Return all lines in the material below that contain "from".

Dataset excerpt →
BEGIN
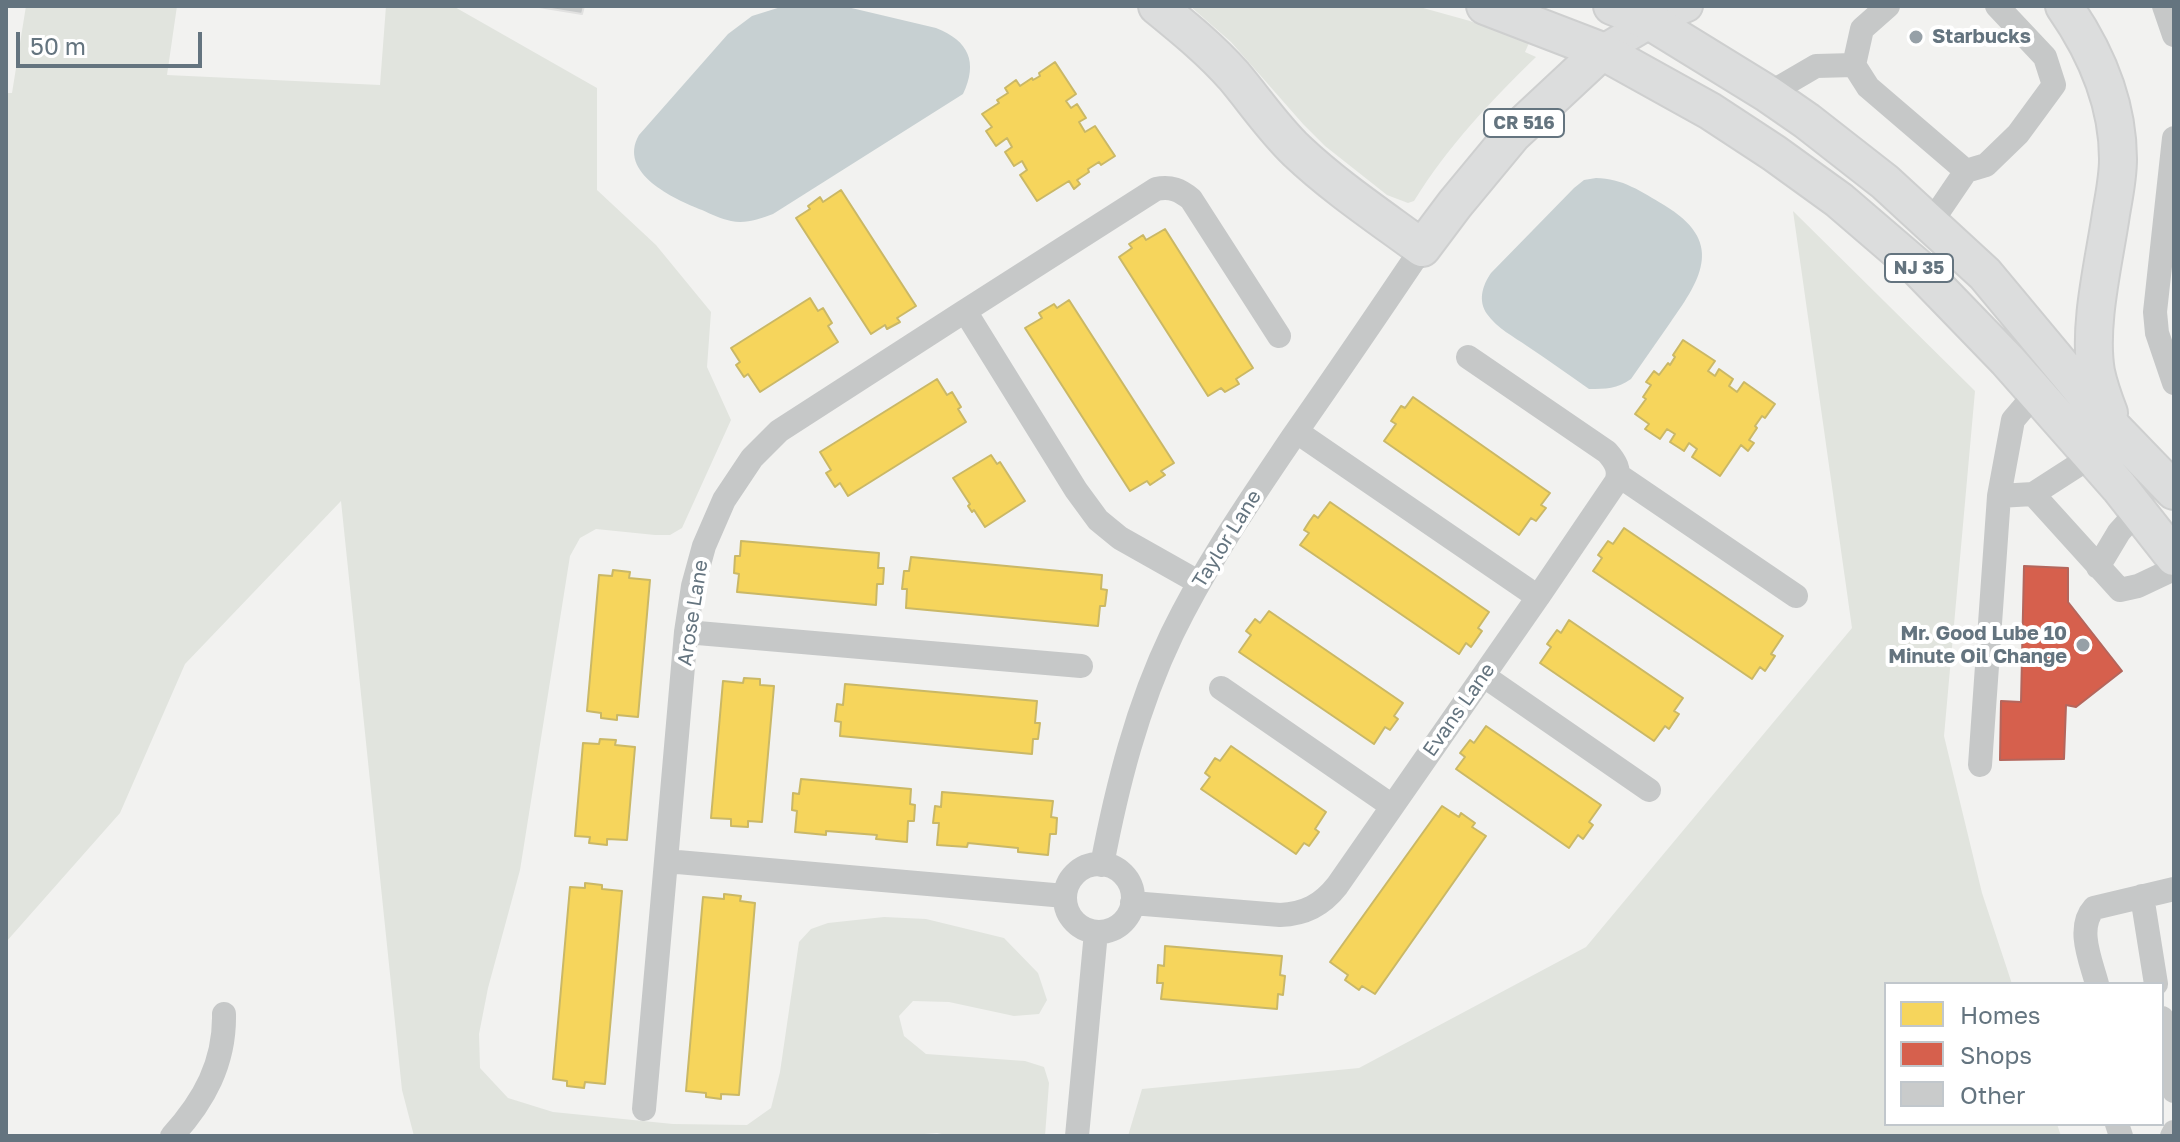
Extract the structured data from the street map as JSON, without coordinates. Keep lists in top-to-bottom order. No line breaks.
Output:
{"streets":{"highway":["CR 516","NJ 35"],"street":["Taylor Lane","Arose Lane","Evans Lane"]},"crossings":[["CR 516","NJ 35"],["CR 516","Taylor Lane"],["Taylor Lane","Evans Lane"]],"places":["Starbucks","Mr. Good Lube 10 Minute Oil Change"],"legend":["Homes","Shops","Other"],"scale_bar":"50 m"}
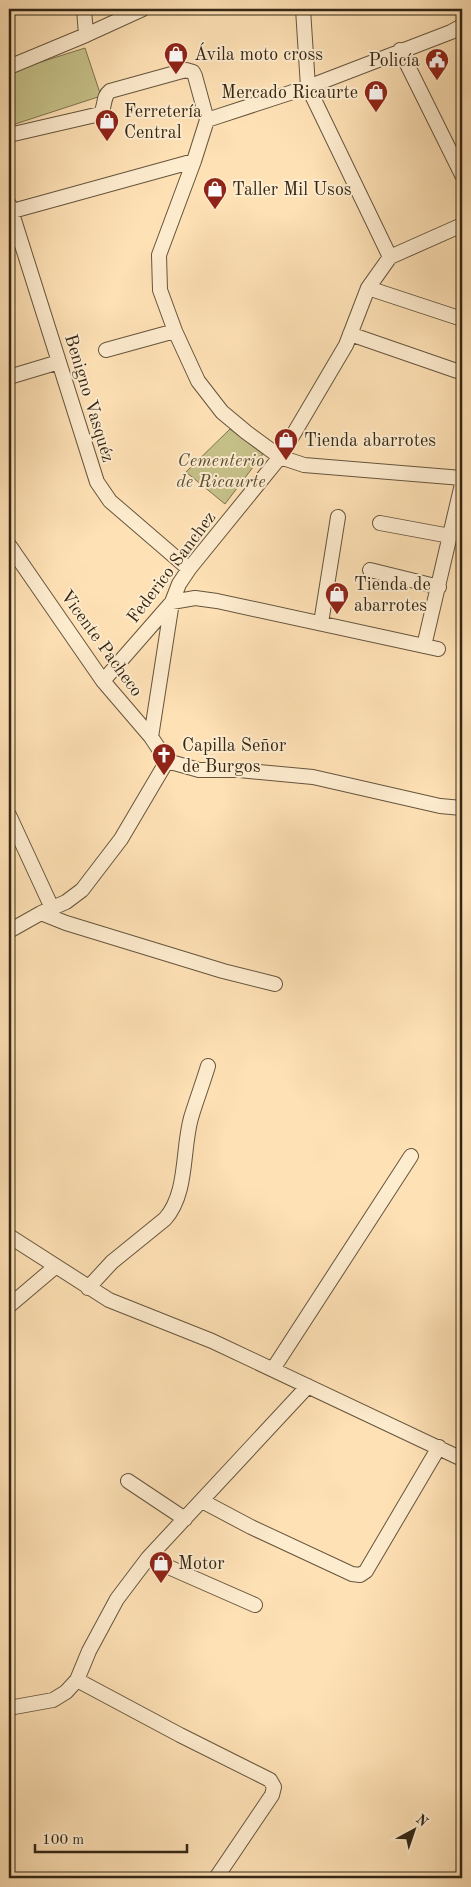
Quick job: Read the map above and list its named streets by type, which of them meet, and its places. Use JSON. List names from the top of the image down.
END
Response for this exercise →
Extract the structured data from the street map as JSON, without coordinates. Keep lists in top-to-bottom order. No line breaks.
Quick job: Read the map above and list its named streets by type, which of them meet, and its places. Use JSON. List names from the top of the image down.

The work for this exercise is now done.